* GIVEN INFORMATION
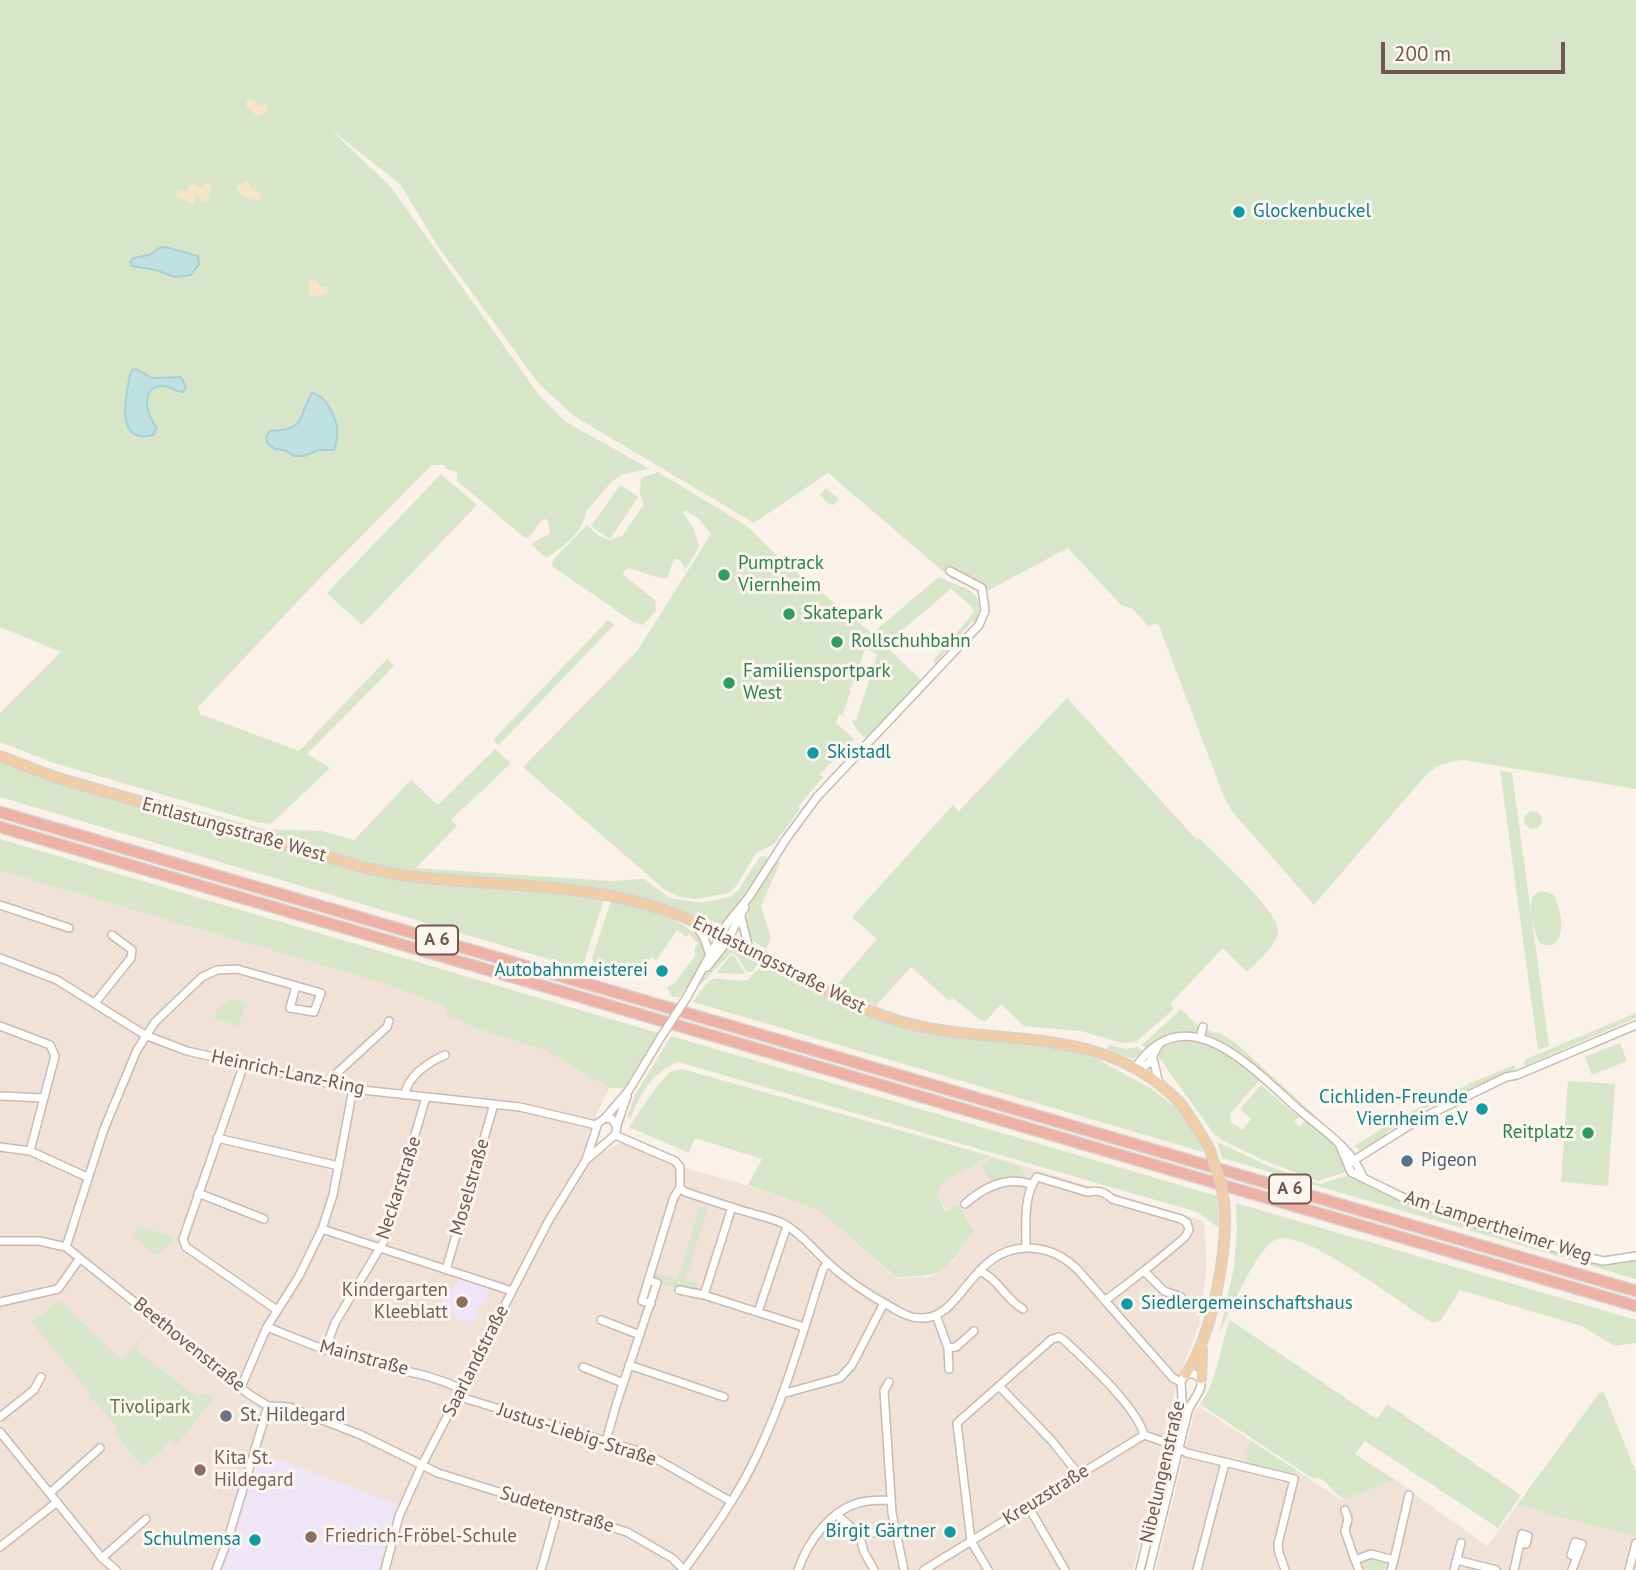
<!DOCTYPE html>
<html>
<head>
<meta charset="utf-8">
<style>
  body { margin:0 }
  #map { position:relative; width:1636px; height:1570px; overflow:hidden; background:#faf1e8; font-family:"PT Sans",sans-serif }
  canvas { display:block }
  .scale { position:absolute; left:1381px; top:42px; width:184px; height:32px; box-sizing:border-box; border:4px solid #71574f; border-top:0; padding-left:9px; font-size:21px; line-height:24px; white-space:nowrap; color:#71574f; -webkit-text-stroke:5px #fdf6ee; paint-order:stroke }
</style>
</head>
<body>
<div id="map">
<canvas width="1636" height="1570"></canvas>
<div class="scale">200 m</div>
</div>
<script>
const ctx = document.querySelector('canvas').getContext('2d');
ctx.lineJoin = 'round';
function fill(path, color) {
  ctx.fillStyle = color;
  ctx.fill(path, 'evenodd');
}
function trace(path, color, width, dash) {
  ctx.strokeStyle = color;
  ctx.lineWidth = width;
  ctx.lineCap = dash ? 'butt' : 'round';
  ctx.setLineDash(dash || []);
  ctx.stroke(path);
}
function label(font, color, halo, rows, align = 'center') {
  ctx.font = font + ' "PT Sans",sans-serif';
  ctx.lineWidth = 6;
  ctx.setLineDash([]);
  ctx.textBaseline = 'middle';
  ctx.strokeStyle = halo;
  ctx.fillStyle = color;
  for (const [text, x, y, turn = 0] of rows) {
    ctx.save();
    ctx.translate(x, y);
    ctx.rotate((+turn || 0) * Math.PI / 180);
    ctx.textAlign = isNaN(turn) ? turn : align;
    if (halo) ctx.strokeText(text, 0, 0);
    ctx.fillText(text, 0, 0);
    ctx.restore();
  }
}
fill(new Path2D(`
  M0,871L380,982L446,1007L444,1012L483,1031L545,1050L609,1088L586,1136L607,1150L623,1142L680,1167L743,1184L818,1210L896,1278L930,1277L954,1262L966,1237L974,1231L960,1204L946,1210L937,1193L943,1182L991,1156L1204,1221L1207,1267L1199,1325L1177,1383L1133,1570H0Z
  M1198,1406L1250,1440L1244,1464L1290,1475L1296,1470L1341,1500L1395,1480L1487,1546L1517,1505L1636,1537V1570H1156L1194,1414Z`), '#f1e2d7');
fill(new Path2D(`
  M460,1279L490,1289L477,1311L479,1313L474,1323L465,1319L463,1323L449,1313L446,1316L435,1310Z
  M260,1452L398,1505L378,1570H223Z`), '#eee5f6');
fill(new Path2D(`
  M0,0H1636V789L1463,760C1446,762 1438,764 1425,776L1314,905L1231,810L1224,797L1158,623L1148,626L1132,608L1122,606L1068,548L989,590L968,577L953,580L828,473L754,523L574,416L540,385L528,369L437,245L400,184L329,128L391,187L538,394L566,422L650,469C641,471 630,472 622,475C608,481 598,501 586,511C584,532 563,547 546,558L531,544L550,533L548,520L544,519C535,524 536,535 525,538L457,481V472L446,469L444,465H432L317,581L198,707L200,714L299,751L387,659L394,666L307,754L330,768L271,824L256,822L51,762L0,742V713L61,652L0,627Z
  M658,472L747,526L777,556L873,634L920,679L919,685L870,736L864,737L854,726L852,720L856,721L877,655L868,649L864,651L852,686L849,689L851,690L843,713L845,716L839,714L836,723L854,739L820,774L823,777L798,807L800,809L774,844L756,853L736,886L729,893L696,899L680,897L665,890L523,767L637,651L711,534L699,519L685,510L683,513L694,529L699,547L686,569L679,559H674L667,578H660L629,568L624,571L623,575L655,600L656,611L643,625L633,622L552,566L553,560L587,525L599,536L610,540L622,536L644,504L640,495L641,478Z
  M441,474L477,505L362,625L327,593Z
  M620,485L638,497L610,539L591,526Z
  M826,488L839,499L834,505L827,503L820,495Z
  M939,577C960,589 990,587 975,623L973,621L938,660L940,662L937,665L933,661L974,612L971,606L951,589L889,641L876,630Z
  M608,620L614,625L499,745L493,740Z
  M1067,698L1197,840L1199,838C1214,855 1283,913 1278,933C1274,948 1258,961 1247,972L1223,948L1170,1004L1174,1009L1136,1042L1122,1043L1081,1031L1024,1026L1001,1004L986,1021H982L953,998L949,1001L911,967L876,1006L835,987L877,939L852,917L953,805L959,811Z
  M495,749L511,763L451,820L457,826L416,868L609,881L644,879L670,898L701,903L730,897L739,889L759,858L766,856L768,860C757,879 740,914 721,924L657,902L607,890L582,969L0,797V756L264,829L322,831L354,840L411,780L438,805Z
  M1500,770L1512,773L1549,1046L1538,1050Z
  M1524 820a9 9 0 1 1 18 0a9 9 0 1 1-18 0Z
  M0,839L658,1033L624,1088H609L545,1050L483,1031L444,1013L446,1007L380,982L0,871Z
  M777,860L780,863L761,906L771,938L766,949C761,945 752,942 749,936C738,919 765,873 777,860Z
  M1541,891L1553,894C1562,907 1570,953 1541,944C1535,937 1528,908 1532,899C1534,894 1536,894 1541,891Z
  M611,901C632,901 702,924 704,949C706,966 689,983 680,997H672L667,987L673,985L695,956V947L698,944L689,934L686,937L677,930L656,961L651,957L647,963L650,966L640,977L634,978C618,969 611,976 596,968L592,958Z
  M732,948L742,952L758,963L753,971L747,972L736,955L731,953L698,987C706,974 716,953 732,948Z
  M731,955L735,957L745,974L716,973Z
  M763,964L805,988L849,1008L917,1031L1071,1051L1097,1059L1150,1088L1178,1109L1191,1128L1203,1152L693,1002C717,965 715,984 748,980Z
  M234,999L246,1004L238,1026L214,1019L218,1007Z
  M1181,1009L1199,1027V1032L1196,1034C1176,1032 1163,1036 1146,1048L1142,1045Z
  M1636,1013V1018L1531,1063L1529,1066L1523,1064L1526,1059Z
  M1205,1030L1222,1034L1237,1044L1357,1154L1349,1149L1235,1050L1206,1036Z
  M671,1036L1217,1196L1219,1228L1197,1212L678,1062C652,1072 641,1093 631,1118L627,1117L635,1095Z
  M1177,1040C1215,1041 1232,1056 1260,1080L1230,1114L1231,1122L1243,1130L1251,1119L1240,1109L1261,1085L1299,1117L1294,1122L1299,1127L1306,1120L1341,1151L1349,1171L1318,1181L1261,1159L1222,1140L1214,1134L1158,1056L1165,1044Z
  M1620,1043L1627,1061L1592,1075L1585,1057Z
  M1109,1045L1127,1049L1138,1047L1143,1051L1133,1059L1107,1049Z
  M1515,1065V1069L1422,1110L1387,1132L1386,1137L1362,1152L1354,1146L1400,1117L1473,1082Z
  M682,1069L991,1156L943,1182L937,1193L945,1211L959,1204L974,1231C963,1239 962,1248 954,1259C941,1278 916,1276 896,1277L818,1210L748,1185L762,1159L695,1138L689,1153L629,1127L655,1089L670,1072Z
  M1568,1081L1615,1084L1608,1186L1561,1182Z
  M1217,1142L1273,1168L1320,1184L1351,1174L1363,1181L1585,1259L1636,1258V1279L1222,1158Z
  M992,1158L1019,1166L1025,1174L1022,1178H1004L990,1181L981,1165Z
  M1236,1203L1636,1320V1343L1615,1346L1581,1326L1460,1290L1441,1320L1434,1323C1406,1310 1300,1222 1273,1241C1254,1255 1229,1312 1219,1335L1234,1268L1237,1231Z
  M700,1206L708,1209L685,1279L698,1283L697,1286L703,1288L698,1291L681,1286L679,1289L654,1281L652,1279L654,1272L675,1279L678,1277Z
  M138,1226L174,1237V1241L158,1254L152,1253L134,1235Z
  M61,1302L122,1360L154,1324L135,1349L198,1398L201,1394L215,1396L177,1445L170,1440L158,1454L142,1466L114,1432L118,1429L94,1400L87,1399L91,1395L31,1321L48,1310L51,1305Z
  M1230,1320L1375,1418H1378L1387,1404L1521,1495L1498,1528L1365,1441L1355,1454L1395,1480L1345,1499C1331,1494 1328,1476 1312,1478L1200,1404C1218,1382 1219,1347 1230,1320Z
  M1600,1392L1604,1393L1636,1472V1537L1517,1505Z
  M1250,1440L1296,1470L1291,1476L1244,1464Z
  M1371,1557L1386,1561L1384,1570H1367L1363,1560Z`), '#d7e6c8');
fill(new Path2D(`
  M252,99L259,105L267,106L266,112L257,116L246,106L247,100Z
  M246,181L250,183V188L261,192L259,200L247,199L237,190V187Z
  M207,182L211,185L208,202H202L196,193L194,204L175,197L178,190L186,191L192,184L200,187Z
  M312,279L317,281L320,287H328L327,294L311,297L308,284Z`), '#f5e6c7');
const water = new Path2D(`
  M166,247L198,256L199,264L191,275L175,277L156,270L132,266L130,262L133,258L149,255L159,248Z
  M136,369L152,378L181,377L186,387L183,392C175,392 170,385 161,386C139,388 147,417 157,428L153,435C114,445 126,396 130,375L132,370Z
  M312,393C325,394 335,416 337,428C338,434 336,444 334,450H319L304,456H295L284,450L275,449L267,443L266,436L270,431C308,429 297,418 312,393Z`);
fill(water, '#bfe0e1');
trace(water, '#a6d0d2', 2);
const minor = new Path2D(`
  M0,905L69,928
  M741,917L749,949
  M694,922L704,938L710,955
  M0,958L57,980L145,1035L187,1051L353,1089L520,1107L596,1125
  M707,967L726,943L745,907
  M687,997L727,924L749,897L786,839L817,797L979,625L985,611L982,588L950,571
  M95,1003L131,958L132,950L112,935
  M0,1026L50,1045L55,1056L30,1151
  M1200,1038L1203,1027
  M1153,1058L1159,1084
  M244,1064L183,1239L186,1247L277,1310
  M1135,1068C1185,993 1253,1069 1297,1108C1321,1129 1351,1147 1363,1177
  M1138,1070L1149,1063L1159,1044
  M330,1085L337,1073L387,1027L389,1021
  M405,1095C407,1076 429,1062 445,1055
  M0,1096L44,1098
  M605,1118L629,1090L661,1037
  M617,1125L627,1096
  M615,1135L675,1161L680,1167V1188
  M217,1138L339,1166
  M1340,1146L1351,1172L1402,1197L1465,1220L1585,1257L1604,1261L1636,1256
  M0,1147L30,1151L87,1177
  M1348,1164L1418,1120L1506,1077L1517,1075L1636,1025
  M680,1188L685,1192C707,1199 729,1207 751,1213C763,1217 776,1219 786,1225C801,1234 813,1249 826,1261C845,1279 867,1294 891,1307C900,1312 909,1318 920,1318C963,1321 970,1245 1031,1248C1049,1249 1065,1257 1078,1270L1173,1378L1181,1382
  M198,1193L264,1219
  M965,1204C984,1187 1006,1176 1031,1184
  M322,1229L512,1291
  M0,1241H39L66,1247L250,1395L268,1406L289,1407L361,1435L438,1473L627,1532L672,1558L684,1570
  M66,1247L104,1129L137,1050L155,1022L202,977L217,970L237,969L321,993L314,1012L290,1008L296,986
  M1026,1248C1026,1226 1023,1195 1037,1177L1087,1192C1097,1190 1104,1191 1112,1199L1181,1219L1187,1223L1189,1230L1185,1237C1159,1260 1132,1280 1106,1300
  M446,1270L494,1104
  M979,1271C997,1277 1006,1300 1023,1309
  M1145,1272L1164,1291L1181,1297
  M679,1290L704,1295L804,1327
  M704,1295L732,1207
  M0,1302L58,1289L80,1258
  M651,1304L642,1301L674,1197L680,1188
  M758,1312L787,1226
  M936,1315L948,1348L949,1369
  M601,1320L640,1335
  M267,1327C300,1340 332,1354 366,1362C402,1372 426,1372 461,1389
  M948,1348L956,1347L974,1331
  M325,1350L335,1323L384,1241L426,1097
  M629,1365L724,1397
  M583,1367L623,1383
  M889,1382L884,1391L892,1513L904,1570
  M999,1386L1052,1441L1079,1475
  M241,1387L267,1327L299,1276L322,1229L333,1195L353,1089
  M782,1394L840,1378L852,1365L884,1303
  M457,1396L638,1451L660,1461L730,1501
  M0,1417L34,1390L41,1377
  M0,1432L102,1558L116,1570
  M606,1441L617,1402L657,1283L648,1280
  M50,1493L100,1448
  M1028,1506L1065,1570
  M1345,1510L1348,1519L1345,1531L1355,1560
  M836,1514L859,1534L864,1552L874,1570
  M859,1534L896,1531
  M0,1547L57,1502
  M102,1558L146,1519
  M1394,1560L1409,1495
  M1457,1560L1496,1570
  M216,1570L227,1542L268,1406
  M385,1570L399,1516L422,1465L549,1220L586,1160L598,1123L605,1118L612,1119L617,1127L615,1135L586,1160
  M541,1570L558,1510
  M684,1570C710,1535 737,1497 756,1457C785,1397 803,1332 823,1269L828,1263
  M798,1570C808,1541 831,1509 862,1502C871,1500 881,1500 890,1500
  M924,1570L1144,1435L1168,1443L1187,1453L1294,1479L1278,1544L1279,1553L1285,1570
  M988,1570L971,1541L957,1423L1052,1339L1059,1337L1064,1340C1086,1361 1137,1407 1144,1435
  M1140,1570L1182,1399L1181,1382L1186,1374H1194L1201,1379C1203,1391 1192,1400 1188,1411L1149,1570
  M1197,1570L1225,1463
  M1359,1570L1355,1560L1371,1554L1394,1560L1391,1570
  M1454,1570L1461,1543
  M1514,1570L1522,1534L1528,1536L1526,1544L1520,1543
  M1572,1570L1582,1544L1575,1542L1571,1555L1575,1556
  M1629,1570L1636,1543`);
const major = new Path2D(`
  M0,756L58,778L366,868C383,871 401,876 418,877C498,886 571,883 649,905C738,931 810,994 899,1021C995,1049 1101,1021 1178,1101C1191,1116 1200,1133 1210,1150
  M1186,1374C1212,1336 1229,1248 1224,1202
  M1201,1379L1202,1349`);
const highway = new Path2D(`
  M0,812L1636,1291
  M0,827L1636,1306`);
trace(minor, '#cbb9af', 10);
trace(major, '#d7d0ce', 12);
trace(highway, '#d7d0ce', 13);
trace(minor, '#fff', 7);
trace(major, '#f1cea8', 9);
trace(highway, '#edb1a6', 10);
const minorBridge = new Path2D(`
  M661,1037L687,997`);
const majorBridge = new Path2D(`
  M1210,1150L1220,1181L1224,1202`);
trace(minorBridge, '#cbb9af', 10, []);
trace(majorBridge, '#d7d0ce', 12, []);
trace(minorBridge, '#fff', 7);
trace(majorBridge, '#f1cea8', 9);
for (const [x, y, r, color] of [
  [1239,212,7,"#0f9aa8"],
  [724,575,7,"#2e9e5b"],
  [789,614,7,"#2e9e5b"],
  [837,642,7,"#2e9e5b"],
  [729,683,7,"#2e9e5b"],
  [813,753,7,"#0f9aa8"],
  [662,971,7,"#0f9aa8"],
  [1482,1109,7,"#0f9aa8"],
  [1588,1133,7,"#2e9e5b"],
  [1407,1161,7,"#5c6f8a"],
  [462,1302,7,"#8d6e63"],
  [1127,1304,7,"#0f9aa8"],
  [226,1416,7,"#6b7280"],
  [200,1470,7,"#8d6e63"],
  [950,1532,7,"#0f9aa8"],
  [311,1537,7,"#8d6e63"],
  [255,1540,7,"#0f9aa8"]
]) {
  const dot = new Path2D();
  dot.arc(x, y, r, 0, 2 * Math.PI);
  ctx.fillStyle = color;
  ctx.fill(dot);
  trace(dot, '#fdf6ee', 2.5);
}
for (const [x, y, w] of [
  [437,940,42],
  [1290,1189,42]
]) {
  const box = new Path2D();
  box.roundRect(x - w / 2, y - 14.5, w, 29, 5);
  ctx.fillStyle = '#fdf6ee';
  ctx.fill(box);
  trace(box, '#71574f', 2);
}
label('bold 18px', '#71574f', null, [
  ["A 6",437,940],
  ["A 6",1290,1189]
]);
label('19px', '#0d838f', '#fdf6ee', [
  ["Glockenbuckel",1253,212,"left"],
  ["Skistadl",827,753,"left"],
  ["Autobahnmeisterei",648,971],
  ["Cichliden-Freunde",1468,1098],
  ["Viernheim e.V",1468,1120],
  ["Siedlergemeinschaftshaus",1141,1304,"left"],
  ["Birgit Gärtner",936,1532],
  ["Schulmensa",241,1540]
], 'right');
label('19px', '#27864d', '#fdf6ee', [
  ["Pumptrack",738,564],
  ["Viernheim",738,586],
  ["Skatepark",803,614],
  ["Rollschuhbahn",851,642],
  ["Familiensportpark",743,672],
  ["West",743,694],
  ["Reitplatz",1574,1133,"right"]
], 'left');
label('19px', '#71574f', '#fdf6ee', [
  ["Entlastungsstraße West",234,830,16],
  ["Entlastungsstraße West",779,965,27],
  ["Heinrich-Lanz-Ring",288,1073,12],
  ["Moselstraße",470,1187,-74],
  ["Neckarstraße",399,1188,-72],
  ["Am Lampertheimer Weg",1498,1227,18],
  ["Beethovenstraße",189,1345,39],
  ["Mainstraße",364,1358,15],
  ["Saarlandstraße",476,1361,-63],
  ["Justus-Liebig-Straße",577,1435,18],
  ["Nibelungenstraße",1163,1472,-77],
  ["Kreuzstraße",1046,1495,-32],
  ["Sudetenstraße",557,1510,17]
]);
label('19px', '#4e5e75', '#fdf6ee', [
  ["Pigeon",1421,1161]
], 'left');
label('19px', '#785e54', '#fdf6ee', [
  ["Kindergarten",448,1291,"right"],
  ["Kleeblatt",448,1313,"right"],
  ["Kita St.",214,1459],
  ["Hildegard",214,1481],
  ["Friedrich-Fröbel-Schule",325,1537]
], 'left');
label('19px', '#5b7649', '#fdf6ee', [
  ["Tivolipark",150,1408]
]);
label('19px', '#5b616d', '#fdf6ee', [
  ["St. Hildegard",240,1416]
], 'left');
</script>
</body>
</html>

* DESCRIPTION OF THE TASK
Work through the entries, filtering for the string "halo", and copy each line that holds it.

* WRITTEN SOLUTION
function label(font, color, halo, rows, align = 'center') {
  ctx.strokeStyle = halo;
    if (halo) ctx.strokeText(text, 0, 0);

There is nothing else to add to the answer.